Using the data beneath, show every line that includes the word "ХАРЛАМПІЇВСЬКА".

-=-=-

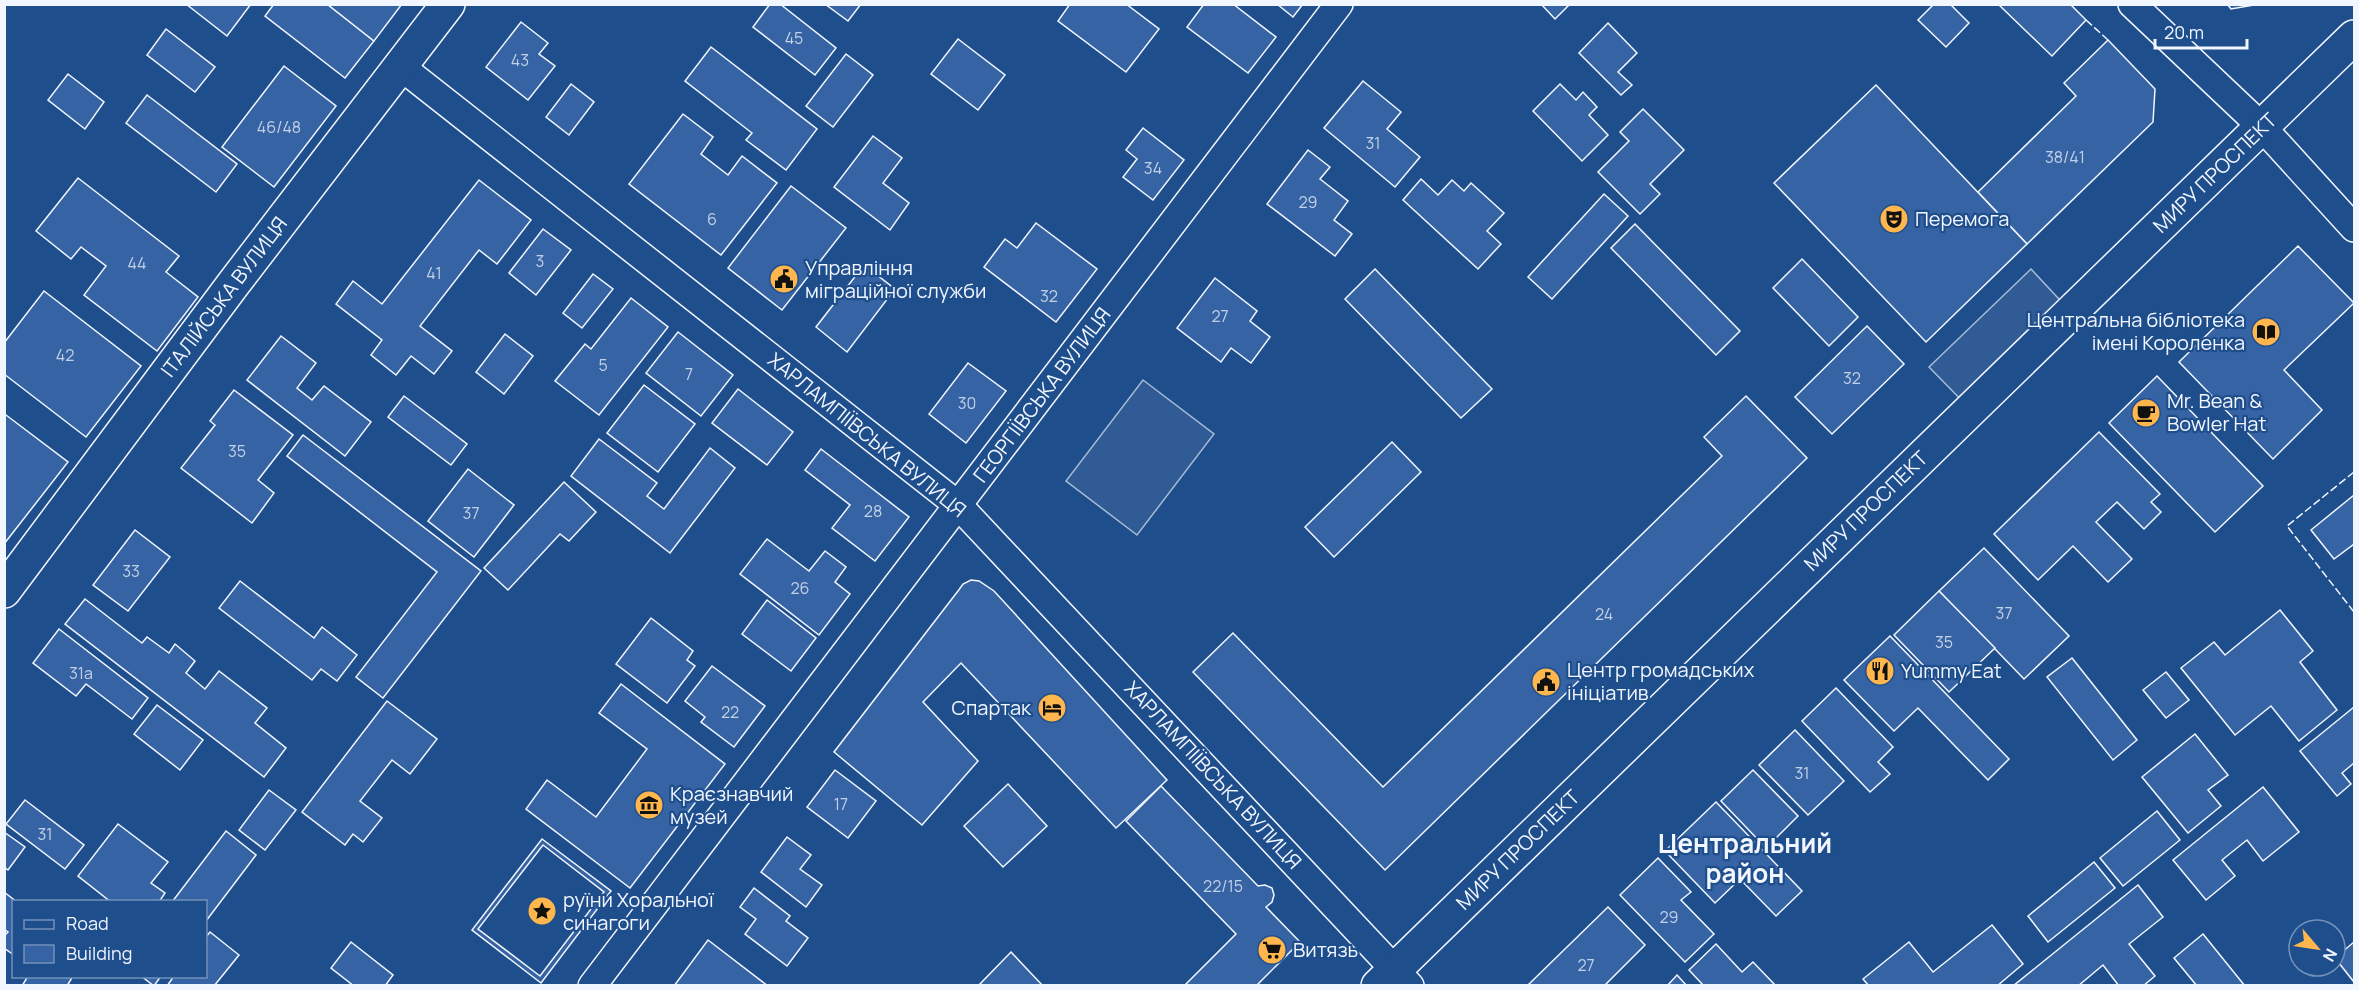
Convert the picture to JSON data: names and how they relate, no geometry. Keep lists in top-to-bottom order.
{
  "streets": {
    "main road": ["МИРУ ПРОСПЕКТ", "ІТАЛІЙСЬКА ВУЛИЦЯ"],
    "street": ["ГЕОРГІЇВСЬКА ВУЛИЦЯ", "ХАРЛАМПІЇВСЬКА ВУЛИЦЯ"]
  },
  "crossings": [
    ["МИРУ ПРОСПЕКТ", "ХАРЛАМПІЇВСЬКА ВУЛИЦЯ"],
    ["ІТАЛІЙСЬКА ВУЛИЦЯ", "ХАРЛАМПІЇВСЬКА ВУЛИЦЯ"],
    ["ГЕОРГІЇВСЬКА ВУЛИЦЯ", "ХАРЛАМПІЇВСЬКА ВУЛИЦЯ"]
  ],
  "districts": ["Центральний район"],
  "places": {
    "theatre": ["Перемога"],
    "public building": ["Управління міграційної служби", "Центр громадських ініціатив"],
    "library": ["Центральна бібліотека імені Короленка"],
    "cafe": ["Mr. Bean & Bowler Hat"],
    "restaurant": ["Yummy Eat"],
    "hotel": ["Спартак"],
    "museum": ["Краєзнавчий музей"],
    "place": ["руїни Хоральної синагоги"],
    "supermarket": ["Витязь"]
  },
  "house_numbers": [
    "45",
    "43",
    "46/48",
    "31",
    "38/41",
    "34",
    "29",
    "6",
    "3",
    "44",
    "41",
    "32",
    "27",
    "42",
    "5",
    "7",
    "32",
    "30",
    "35",
    "28",
    "37",
    "33",
    "26",
    "37",
    "24",
    "35",
    "31а",
    "22",
    "31",
    "17",
    "31",
    "22/15",
    "29",
    "27"
  ],
  "legend": ["Road", "Building"],
  "scale_bar": "20 m",
  "north": "bottom right"
}
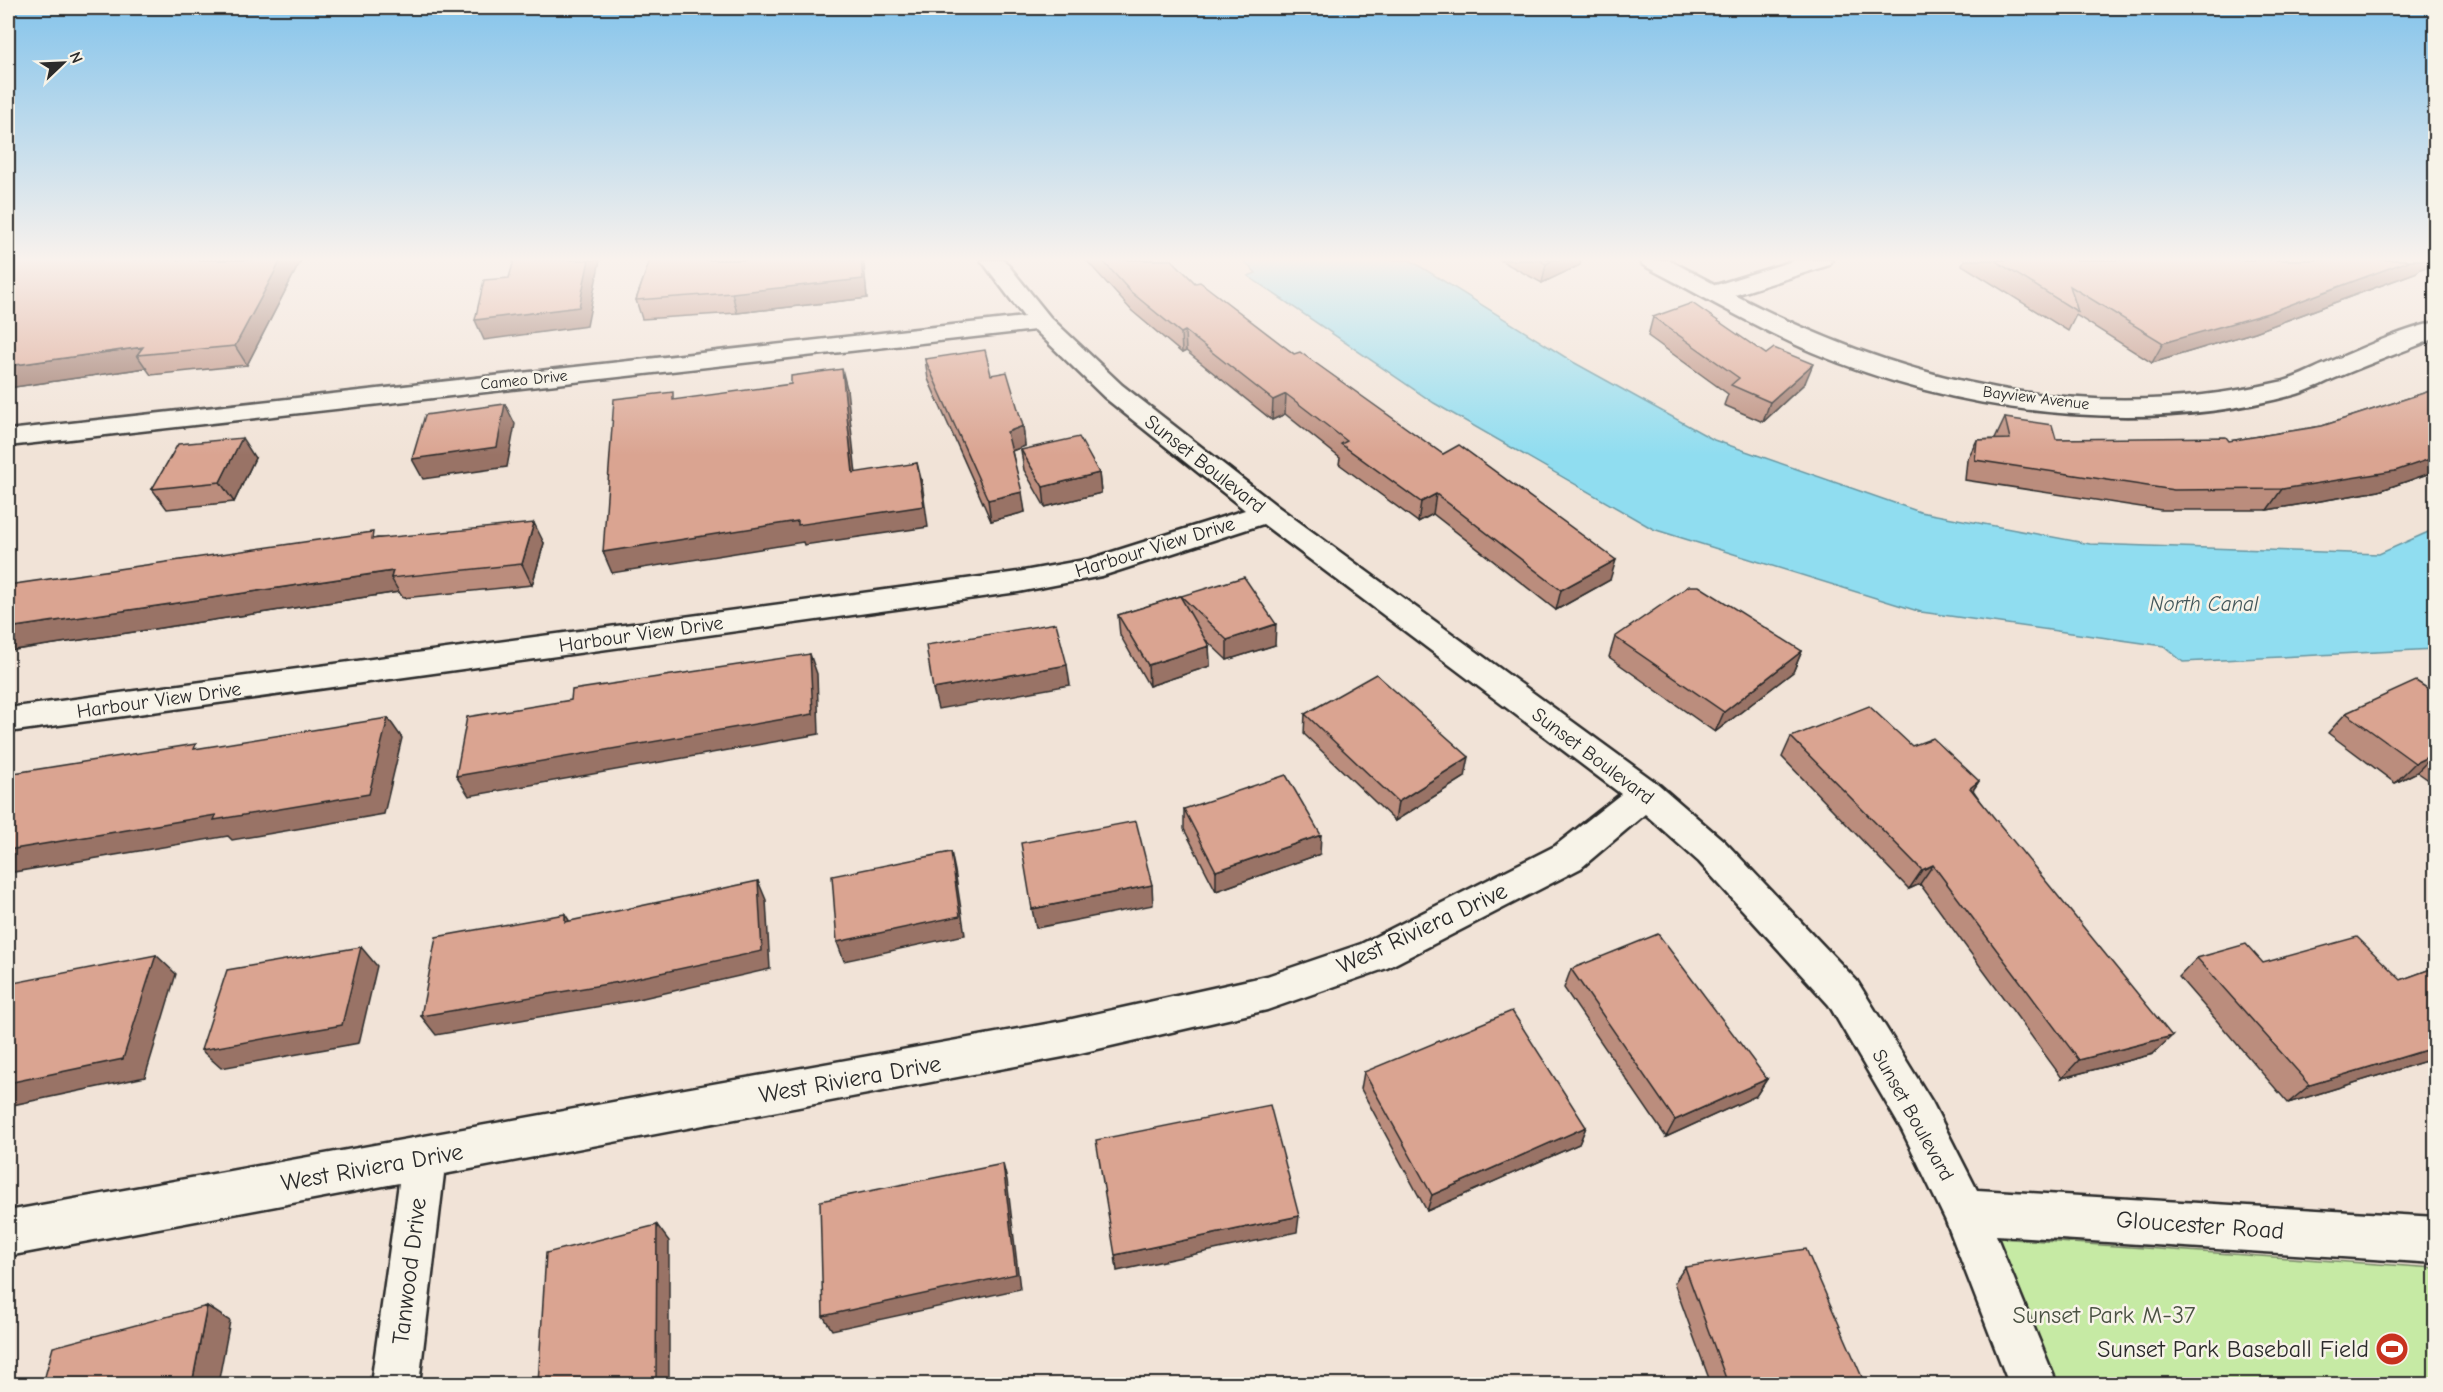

-=-=-

**REPLY TO THE EXERCISE**
    "street": ["ГЕОРГІЇВСЬКА ВУЛИЦЯ", "ХАРЛАМПІЇВСЬКА ВУЛИЦЯ"]
    ["МИРУ ПРОСПЕКТ", "ХАРЛАМПІЇВСЬКА ВУЛИЦЯ"],
    ["ІТАЛІЙСЬКА ВУЛИЦЯ", "ХАРЛАМПІЇВСЬКА ВУЛИЦЯ"],
    ["ГЕОРГІЇВСЬКА ВУЛИЦЯ", "ХАРЛАМПІЇВСЬКА ВУЛИЦЯ"]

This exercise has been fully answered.